Task goal:
Work through the listing below and state how many of its lines hold the word "Sarah". Give no other output.

Supplied material:
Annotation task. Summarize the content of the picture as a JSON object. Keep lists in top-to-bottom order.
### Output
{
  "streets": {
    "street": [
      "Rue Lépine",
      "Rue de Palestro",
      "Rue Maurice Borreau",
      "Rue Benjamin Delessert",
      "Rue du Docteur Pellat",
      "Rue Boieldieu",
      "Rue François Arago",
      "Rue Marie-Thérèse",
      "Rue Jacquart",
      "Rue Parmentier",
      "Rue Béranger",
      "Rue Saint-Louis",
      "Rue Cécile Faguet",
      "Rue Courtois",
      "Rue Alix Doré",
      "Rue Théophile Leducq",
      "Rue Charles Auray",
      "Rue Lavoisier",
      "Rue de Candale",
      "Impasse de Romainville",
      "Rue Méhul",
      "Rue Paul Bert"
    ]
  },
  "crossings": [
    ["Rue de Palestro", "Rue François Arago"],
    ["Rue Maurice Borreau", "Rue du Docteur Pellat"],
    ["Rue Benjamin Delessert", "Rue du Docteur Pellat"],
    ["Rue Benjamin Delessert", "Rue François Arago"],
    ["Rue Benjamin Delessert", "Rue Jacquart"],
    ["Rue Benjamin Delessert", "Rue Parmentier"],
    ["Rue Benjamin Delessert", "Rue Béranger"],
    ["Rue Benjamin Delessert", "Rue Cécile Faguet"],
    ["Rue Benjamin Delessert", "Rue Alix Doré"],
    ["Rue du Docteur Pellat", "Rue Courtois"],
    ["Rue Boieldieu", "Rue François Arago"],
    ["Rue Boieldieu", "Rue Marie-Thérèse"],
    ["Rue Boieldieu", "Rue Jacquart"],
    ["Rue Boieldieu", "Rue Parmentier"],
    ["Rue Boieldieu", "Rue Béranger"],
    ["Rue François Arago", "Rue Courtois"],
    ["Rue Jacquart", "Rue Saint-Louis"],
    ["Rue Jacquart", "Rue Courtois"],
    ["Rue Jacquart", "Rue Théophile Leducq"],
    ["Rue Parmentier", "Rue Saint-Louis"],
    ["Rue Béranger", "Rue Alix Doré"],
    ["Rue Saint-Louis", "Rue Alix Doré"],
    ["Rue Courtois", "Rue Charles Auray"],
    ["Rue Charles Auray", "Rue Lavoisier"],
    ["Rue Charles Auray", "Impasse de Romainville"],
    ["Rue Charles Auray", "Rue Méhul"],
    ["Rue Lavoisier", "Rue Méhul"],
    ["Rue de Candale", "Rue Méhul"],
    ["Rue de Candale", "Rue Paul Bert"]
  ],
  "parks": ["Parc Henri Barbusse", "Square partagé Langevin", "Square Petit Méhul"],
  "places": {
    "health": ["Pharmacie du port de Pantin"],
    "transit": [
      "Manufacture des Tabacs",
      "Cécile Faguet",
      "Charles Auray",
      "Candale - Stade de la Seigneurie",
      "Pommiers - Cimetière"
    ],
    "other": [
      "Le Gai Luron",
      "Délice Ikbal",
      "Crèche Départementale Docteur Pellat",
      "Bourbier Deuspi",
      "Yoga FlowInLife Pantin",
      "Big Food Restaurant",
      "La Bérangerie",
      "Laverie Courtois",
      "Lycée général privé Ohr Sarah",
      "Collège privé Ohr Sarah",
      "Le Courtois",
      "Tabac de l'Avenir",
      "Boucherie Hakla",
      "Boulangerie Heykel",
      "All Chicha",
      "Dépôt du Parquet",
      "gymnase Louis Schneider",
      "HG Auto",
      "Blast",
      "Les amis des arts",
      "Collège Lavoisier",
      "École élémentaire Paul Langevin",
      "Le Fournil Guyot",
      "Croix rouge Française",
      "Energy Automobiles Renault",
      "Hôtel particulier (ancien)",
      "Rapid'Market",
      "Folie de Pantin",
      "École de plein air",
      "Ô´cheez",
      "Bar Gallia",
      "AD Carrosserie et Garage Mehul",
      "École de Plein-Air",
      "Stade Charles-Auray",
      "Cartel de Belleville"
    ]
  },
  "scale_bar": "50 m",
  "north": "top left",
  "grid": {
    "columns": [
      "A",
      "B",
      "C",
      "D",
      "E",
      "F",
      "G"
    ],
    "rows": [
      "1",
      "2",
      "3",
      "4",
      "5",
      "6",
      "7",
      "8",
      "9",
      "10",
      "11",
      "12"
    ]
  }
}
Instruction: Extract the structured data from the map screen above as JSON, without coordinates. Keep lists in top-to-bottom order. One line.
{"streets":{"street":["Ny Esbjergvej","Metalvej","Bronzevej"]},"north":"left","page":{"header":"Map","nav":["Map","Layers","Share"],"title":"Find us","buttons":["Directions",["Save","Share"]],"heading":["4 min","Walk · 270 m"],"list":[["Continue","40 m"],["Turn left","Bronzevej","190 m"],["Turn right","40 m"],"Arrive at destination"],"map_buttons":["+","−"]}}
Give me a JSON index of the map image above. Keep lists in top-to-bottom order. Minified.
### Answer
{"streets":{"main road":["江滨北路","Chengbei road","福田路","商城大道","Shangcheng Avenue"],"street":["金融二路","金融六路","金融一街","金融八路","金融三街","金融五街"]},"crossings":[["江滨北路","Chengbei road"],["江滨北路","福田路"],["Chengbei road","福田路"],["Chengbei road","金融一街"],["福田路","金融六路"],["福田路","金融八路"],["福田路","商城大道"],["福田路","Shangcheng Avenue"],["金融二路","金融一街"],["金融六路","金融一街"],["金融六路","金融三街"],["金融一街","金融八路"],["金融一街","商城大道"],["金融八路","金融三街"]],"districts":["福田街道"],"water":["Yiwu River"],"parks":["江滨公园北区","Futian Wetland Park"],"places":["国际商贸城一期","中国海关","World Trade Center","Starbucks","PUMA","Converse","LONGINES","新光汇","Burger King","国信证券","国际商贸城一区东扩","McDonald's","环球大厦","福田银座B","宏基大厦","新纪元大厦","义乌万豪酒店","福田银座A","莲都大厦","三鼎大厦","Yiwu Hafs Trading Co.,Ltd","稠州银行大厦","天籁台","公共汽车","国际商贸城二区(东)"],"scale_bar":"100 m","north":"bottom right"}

Exercise output:
2